Once these are set up, we’ll go in te main Setup tab of DD-WRT’s web interface and select the Networking tab. Here you will notice taht I’ve tagged all phsyical interfaces with VLAN 5, so that tagged traffic passes through. They essentially become trunks carrying VLAN 5 only, in this case. Recall this is strictly a router running in dumb AP mode, simply serving as a wireless interface to the LAN and my isolated VLAN 5 with VPN access.
I’ve create a bridge called br1 in addition to the default br0 bridge and bridged all .5 (VLAN 5 tagged) subinterfaces together. In addition, i’ve added the two wireless virtual interfaces to the bridge as well. This does the magic that bridges every device that connects to my -“nv” labeled Wifi SSIDs to my VLAN 5 isubnetwork in pfSense and gets served an IP address from there and is routed out over the VPN connection we created early on.

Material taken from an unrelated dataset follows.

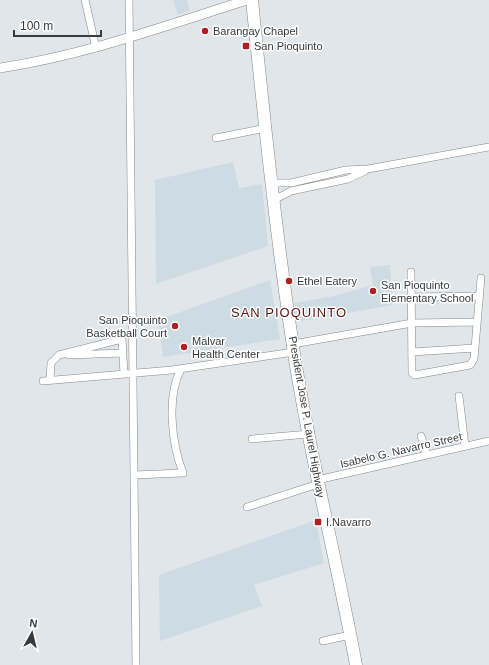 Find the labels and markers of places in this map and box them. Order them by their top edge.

Every connection to the non “-nv” labeled SSID stays on the “trusted” LAN network with open connectivity to the Internet in comparison.
Let’s review.
- We’ve set up in pfSense a separate VLAN-routed subnet.
- Connected via Wireguard client to a Wireguard server (in this case the NordVPN VPN provider – this could be any other Wireguard server, including your own privately hosted one or via a third party provider.
- Set up a kill switch in case the Wireguard tunnel goes down so that our traffic doesn’t go out the WAN connection unprotected.
- Set up a DD-WRT Wireless Access Point so we can easily access the VPN subnetwork directly via Wifi
There are other things you can do, to further enhance your privacy like setting up pfSense with NordVPN’s DNS servers so your DNS queries do not leak to your ISP. I don’t find it neccessary personally, but I do use DNSSEC with Cloudflare’s 1.1.1.1 and Quad9’s 9.9.9.9 DNS servers in the pfSense General Settings page for relative privacy.